At the international press conference following the race, Mika Myllyla was asked to characterize my efforts today. “Oh, he is a man from another planet,” he said. A man from another planet! The piece of bread I was eating almost got stuck in my throat! I have seldom been as proud as I was today.

Next stop: doping control. The urine test goes well, as usual. I have a lot of experience with producing a couple of drops of urine while others watch. I understand that some one must be present during the test, because there are many stories about athletes who have tried to fool the controllers. The most incredible was one about a male athlete who was told after the analysis of his test that he was in his third month of pregnancy. During the test he had tried to pass his wife’s urine as his own.
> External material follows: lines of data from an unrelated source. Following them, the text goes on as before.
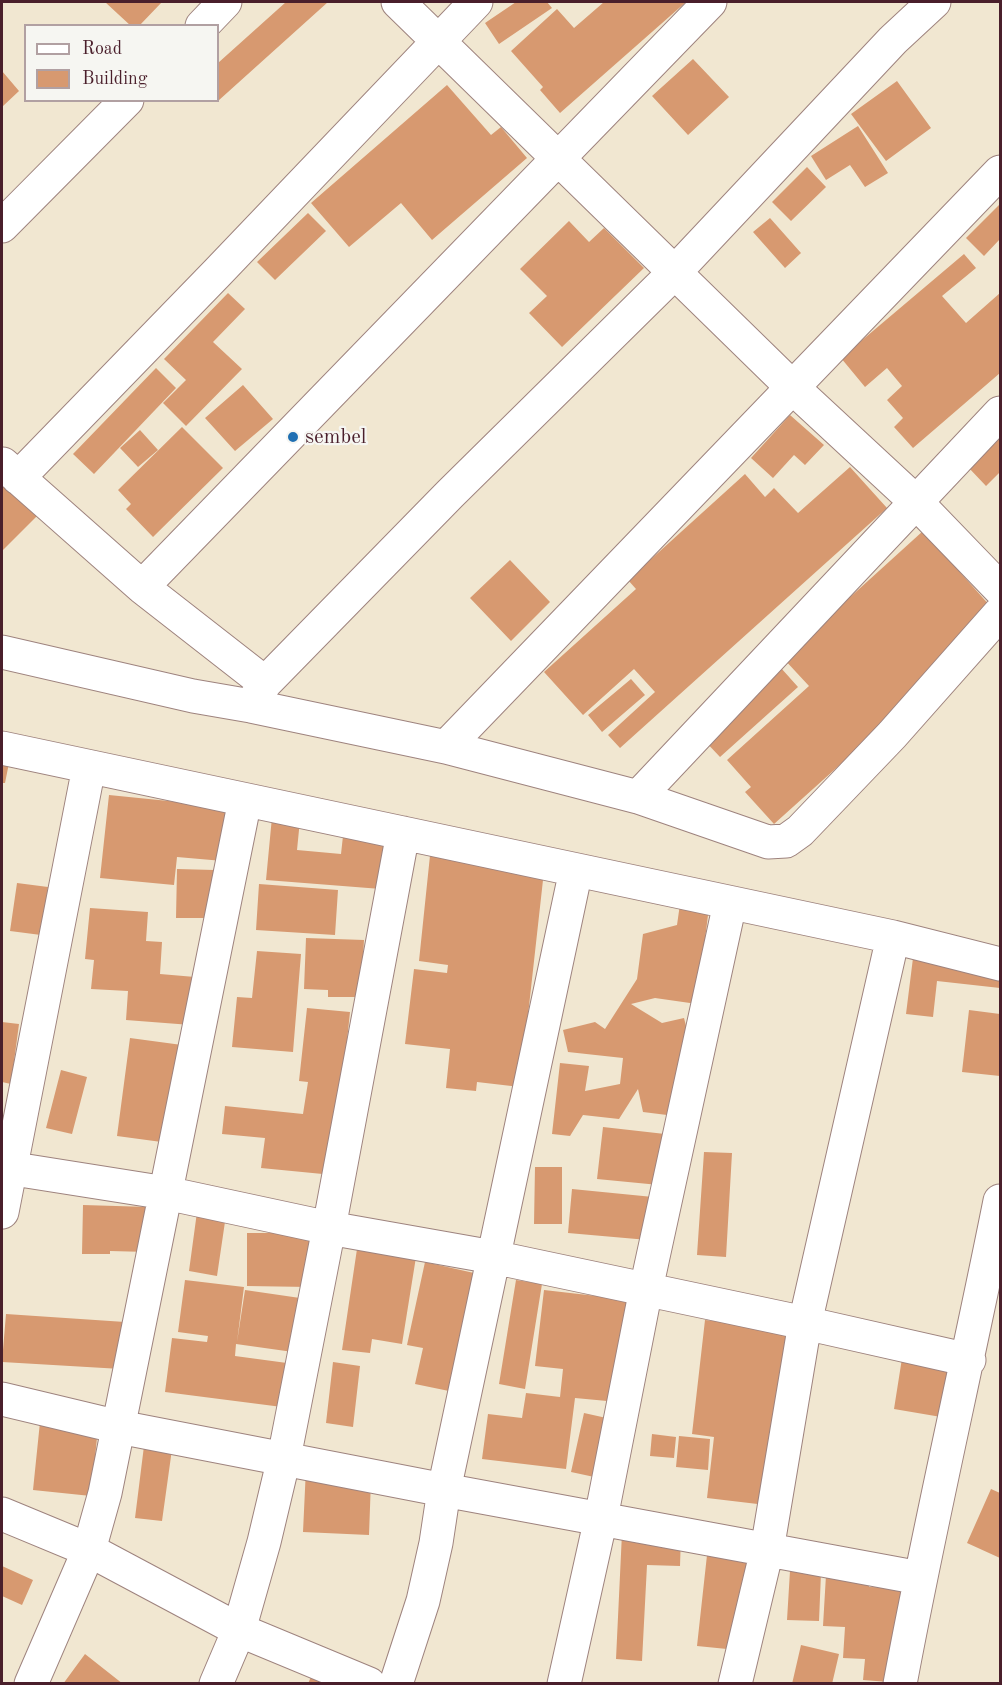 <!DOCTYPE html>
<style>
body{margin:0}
#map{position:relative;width:1002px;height:1685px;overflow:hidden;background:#f1e7d1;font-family:"Old Standard TT",serif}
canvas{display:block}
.frame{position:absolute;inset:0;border:3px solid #4a1f2b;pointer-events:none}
.legend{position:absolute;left:24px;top:24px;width:195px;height:78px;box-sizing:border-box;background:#f6f6f2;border:2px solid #b1a0a2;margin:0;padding:8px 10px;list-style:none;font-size:18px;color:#4a1f2b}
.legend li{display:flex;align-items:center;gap:12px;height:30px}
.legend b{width:30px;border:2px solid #b1a0a2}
</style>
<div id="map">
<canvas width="1002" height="1685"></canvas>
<div class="frame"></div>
<ul class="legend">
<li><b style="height:8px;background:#fff"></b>Road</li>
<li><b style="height:16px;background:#d79970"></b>Building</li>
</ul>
</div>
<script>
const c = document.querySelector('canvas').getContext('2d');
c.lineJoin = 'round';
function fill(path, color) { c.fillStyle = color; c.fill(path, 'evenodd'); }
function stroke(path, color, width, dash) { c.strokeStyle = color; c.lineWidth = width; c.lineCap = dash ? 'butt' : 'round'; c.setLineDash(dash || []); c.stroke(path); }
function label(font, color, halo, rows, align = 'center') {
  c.font = font + ' "Old Standard TT",serif'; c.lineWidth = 4.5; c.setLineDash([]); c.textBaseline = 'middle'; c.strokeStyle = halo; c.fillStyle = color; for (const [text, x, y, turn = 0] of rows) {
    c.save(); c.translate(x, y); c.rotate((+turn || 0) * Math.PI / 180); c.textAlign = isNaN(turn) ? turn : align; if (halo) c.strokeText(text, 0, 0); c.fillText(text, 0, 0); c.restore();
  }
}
const building = new Path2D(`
 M 105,2 L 162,2 L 139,26 L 131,26 Z
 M 286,2 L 328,2 L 218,101 L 218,63 Z
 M 516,2 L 547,2 L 552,8 L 499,44 L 485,23 Z
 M 604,2 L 686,2 L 560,113 L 540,90 L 543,87 L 511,51 L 557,9 L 574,28 Z
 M 693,59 L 729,97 L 688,135 L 652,96 Z
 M 2,71 L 19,91 L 2,107 Z
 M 897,81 L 931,128 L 886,161 L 851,114 Z
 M 447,85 L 491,135 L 501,127 L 527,158 L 432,240 L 401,203 L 349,247 L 311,203 Z
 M 858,126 L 888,173 L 865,187 L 850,165 L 826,180 L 811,156 Z
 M 807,167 L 826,187 L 791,221 L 772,202 Z
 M 1000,204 L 1000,239 L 984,256 L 966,238 Z
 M 308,213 L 326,231 L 275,280 L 257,262 Z
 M 770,218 L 801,253 L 785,268 L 753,232 Z
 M 569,221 L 589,242 L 604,228 L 644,268 L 562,347 L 529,313 L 547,296 L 520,269 Z
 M 964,254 L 976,268 L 942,296 L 966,323 L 1000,293 L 1000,373 L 913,448 L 894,427 L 903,418 L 887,400 L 902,386 L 887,368 L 865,387 L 841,358 Z
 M 228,293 L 245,309 L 213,342 L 242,369 L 186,426 L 163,403 L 186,380 L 164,359 Z
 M 156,368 L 176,388 L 94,474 L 73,454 Z
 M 243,385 L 273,419 L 235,451 L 205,418 Z
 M 790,415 L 824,445 L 805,465 L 794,455 L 773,478 L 751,458 Z
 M 182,427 L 223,468 L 153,537 L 126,509 L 131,504 L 118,490 Z
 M 140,430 L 158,450 L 138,467 L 120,448 Z
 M 1000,437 L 1000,472 L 986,486 L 968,467 Z
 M 850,467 L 887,508 L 620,748 L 608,735 L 655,692 L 634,669 L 583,715 L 544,672 L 636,589 L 628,580 L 745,474 L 765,497 L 774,488 L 798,513 Z
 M 2,476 L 39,514 L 2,551 Z
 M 923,531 L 1000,617 L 1000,621 L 774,824 L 745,792 L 751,787 L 727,760 L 809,686 L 783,658 Z
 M 510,560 L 550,602 L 511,641 L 470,598 Z
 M 781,668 L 798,687 L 720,757 L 703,739 Z
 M 631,679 L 645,695 L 602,732 L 588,715 Z
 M 2,762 L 9,763 L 5,783 L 2,783 Z
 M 109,795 L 228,807 L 223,861 L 177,857 L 174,885 L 100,878 Z
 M 272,817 L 300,820 L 297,850 L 341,854 L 343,836 L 386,839 L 381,889 L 266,880 Z
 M 431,846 L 544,871 L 520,1087 L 477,1082 L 476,1091 L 446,1088 L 450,1049 L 405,1044 L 414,969 L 447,973 L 448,965 L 419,961 Z
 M 177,869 L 214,870 L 213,918 L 176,918 Z
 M 17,883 L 48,887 L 41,935 L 10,931 Z
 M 259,884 L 338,890 L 335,935 L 256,930 Z
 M 680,904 L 709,907 L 697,1004 L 655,998 L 631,1004 L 662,1023 L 684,1018 L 686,1026 L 675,1116 L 643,1112 L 638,1089 L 619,1119 L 583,1115 L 570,1136 L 552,1134 L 560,1063 L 589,1066 L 585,1091 L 620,1084 L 623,1058 L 568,1052 L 563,1030 L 595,1022 L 605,1029 L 637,979 L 643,934 L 677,925 Z
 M 90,908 L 148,912 L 146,941 L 162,942 L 160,974 L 195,977 L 191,1025 L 126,1020 L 128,991 L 91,989 L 94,960 L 85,959 Z
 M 306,938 L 364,940 L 361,997 L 328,997 L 328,990 L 304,989 Z
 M 915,942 L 1000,952 L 1000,988 L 937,981 L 933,1017 L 906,1014 Z
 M 257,951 L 301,954 L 293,1052 L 232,1047 L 237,997 L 252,998 Z
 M 307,1008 L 350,1012 L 333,1175 L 261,1168 L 265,1138 L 222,1134 L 225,1106 L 303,1114 L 308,1082 L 299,1081 Z
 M 969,1010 L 1000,1014 L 1000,1076 L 962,1072 Z
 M 2,1022 L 19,1024 L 11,1084 L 2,1082 Z
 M 130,1038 L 182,1045 L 169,1143 L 117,1136 Z
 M 61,1070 L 87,1077 L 72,1134 L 46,1128 Z
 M 603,1127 L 665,1134 L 659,1185 L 597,1179 Z
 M 704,1152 L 732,1153 L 726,1257 L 697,1255 Z
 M 535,1167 L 562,1167 L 562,1224 L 534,1224 Z
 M 572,1189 L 653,1197 L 648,1240 L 568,1233 Z
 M 83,1205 L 149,1207 L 148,1252 L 110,1251 L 110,1254 L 82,1254 Z
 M 197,1212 L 226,1215 L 217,1276 L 189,1271 Z
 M 247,1233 L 309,1233 L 309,1287 L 247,1286 Z
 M 357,1249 L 416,1257 L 402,1344 L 372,1339 L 370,1353 L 342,1350 Z
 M 425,1262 L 474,1273 L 449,1391 L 415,1384 L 423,1348 L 407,1345 Z
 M 185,1280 L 244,1287 L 237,1342 L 245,1290 L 300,1298 L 293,1352 L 236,1344 L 235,1356 L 287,1363 L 282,1407 L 165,1392 L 172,1338 L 207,1342 L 208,1336 L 178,1332 Z
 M 516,1280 L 542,1284 L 525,1389 L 499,1384 Z
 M 544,1290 L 631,1300 L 618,1402 L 575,1398 L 566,1469 L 482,1459 L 488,1414 L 522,1418 L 526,1393 L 560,1397 L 563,1369 L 535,1366 Z
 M 6,1314 L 125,1322 L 121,1369 L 2,1362 Z
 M 705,1320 L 755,1325 L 786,1332 L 766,1505 L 707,1498 L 714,1437 L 692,1434 Z
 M 903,1352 L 956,1361 L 947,1418 L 894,1409 Z
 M 333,1362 L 360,1366 L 353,1427 L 326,1423 Z
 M 584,1413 L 611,1419 L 599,1478 L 571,1472 Z
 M 40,1422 L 98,1428 L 91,1496 L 33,1490 Z
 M 652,1434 L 676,1437 L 674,1458 L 650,1456 Z
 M 679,1436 L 710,1439 L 708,1470 L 676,1467 Z
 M 145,1438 L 173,1442 L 162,1521 L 135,1518 Z
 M 306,1468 L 371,1480 L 369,1535 L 303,1532 Z
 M 991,1489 L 1000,1493 L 1000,1558 L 967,1543 Z
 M 622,1533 L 681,1535 L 680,1566 L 647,1565 L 642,1661 L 616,1659 Z
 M 708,1546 L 748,1550 L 737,1650 L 697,1646 Z
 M 2,1566 L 33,1580 L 22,1605 L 2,1596 Z
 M 790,1571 L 821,1573 L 819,1621 L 787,1620 Z
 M 826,1575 L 869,1577 L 869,1587 L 907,1588 L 902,1683 L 863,1680 L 865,1659 L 843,1658 L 845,1627 L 823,1626 Z
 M 801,1645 L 839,1654 L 832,1684 L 792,1684 Z
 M 85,1654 L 123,1684 L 63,1684 Z
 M 314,1669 L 349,1684 L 308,1684 Z`);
const minor = new Path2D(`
 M 398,2 L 792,387 L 916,502 L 1000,589
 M 3,464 L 142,587 L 265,683
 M 18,478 L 218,272 L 476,2
 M 142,587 L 710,2
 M 2,652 L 193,696 L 251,706 L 446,747 L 638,797 L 768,842 L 786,841 L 800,831 L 892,735 L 1000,613
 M 251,706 L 265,683 L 450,494 L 674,273 L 893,40 L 934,2
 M 446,747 L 1000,172
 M 2,748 L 893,937 L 1000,964
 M 638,797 L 1000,413
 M 2,1167 L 166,1193 L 329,1228 L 493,1257 L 805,1323 L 969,1360
 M 2,1212 L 89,767
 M 2,1399 L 119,1427 L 444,1490 L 920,1578
 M 2,1514 L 89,1550 L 239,1630 L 369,1684
 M 31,1684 L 89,1550 L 105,1493 L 245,800
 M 216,1684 L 239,1630 L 264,1542 L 284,1458 L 329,1228 L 403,833
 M 396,1684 L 423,1601 L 436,1543 L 444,1490 L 576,870
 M 564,1684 L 601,1518 L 646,1289 L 730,903
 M 735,1684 L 767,1550 L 805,1323 L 893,937
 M 900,1684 C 930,1522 968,1362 1000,1201`);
const tertiary = new Path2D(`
 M 202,26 L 225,2
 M 2,226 L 127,100`);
const markers = [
 [293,437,6,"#1f6fb2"]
];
const poiNames = [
 ["sembel",305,437]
];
fill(building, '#d79970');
stroke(minor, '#9e837e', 35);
stroke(tertiary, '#9e837e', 35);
stroke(minor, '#fff', 33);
stroke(tertiary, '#fff', 33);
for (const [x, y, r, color] of markers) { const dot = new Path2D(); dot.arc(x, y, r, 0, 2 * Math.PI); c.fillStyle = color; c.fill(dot); stroke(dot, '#f6f6f2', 2); }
label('21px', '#4a1f2b', '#f6f6f2', poiNames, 'left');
</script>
Then finally: the shower. Two hours have passed since I finished the race. The it goes like it often does after a big race: even though my emotions are strong once I have crossed the finish line and realized that I have won, it is first when I stand alone in the shower that I really comprehend the victory. When I feel the warm water fall down on me, I almost scream, “I did it! I did it!”

Then I think of my first World Cup victory, where I cried tears of joy in the shower. And I also think back to my first World Championship victory in 1991 when Gunde Svan, a skier I had looked up to for so many years, would stand one step below me on the podium. The man who finished third in that race was some one who would become my toughest competitor in the 1990s, Vladimir Smirnov. But today he finished long down the list. I take a moment to wonder why, and then strike the thought from my mind. He will probably come back, and maybe even already in these championships.

But regardless of what Smirnov or the others might do in the events that remain, I did it! Today, I did it! Some think that it is easier for me now than it was before, but it is actually the opposite. Before I could, in a whole other way, focus solely on training and competition. With a touch of regret I think that the days are gone when I could have one workout in the morning and one workout in the evening. In between I could lie down while Vilde made lunch. Now there is so much else: sponsors, businesses, deals and commitments of so many types. My experience is that it is harder to stay at the top than it is to get there.

But I did it!

I could have stood there for hours, by there is a schedule I need to stick to and the plan is pretty tight: lunch, national press conference, medals ceremony in the center of Trondheim, a live show on Norwegian National Broadcasting, and a small party with the rest of the team. And there is a new race tomorrow: the pursuit.
Luckily I manage to make a quick phone call home to Vilde and our son, Sivert, who is now two years old. On this day when I thought that all of Norway had followed the race on TV, his opening question is:
“Papa, have you been skiing today, too?”

It’s a good reminder that cross-country skiing and a World Championship gold are not the only things in life. So when I state that this is the biggest day, I hope that people realize I mean it is the biggest day in skiing. Life has given me bigger days.